A dubious statement, to be sure, but the whopper came in the following tweet: “The Failing @nytimes quotes ‘a senior White House official,’ who doesn’t exist, as saying “even if the meeting were reinstated, holding it on June 12 would be impossible, given the lack of time and the amount of planning needed.” WRONG AGAIN!” The president then went on to give some advice to the paper: “Use real people, not phony sources.”
As many reporters were quick to point out, the source the Times used in its story wasn’t only real but he talked from a podium of the White House briefing room to dozens of reporters who were present—and even some who had joined in on the phone—for a background briefing. The ground rules for background briefings state that the name of the official must remain anonymous.
The president seemed to be taking issue with this sentence in a Times piece: “On Thursday, for example, a senior White House official told reporters that even if the meeting were reinstated, holding it on June 12 would be impossible, given the lack of time and the amount of planning needed.” Those present note that while the official didn’t use the word “impossible,” the overarching message was just that. “There’s a certain amount of actual dialogue that needs to take place at the working level with your counterparts to ensure that the agenda is clear in the minds of those two leaders when they sit down to actually meet and talk and negotiate, and hopefully make a deal. And June 12 is in 10 minutes, and it’s going to be – you know,” the official said, according to a White House transcript reported by Politico. “But the President has said that he has—someday, that he looks forward to meeting with Kim.”

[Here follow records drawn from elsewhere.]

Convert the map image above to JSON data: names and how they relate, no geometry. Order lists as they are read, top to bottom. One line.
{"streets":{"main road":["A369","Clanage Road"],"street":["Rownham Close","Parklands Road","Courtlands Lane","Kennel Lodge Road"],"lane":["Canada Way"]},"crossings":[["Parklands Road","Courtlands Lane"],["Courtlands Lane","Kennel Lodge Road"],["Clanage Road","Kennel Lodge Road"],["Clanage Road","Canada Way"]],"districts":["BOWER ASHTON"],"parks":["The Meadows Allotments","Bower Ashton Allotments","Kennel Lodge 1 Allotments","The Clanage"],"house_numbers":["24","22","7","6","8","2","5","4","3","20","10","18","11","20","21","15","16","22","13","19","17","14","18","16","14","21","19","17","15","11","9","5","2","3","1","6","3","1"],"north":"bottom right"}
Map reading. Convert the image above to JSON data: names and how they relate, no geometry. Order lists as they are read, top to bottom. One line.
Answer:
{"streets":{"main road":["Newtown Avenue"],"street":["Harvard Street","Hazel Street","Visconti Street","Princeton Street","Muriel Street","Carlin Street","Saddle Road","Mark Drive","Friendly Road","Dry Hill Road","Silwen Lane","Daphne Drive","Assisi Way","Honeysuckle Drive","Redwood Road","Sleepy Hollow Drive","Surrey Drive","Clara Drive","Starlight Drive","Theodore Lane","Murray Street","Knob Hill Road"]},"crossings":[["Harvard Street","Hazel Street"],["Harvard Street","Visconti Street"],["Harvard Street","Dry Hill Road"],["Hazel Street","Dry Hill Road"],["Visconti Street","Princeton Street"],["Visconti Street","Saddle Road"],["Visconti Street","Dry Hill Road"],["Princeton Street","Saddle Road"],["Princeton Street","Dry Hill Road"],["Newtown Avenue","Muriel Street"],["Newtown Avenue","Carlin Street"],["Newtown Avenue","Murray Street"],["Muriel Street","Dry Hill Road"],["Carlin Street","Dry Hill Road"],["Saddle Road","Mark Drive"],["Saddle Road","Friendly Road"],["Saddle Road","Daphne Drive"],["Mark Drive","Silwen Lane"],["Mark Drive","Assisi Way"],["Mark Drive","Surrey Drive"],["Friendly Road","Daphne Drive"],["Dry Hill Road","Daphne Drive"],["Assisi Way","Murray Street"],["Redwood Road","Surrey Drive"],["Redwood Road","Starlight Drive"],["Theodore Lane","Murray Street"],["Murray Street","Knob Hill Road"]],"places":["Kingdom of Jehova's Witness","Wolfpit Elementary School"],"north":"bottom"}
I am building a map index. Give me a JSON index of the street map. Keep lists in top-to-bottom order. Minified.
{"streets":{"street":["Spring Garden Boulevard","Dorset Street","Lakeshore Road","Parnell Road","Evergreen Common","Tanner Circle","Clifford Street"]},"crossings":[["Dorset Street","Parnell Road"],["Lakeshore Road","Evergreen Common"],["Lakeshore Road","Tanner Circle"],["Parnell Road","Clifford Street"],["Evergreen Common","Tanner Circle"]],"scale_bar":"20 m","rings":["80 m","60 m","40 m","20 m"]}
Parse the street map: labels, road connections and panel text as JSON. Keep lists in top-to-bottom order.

One reporter who was not part of the call revealed the name of the source as Matt Pottinger, a foreign policy aide to Trump. “The only reason I tweeted Matt’s name is because I’m not a White House reporter and I was not on this call,” Yashar Ali wrote explaining his decision to out the source.
The decision to make it seem like the Times was lying about its sources came shortly after the president blamed Democrats for separating children and their parents at the border. Just as the decision to split up families is causing increased outrage across the country, the president seemed to want to wash his hands of the problem. And he did it with a common misspelling to boot. “Put pressure on the Democrats to end the horrible law that separates children from there parents once they cross the Border into the U.S.,” he tweeted. Yes, the commander in chief wrote “there” instead of “their,” but more importantly wrote something that is pretty much nonsense.
It is unclear exactly what Trump was referring to since there is no actual law that mandates the separation of families at the border. The Wall Street Journal, for example, speculates Trump may have been referring to the 1997 Flores settlement agreement that required migrant children not to be held in jail. Others have said Trump may have been referring to the “catch and release” policy the president and his administration love to hate and was signed into law in 2008 by then-president George W. Bush.
Details aside, it is undoubtedly thanks to Trump’s policies that children are being snatched away from their parents’ hands. Before Trump, minors who crossed with their parents were usually processed together but that has changed under the administration’s desire to criminally prosecute all migrants who cross the border illegally. The ACLU was one of many to express surprise at Trump’s tweet: “No law requires this—separating parents and children is your administration’s choice.”
Even though his attempt to shift blame on Democrats for his own policies may be galling, it was hardly new. Earlier this month he did the same while talking to California officials about immigration policy. “I know what you’re going through right now with families is very tough but those are the bad laws that the Democrats gave us,” Trump told Homeland Security Secretary Kirstjen Nielsen. “We have to break up families. The Democrats gave us that law. It’s a horrible thing where you have to break up families.” Factcheck.org declared that statement was “false.”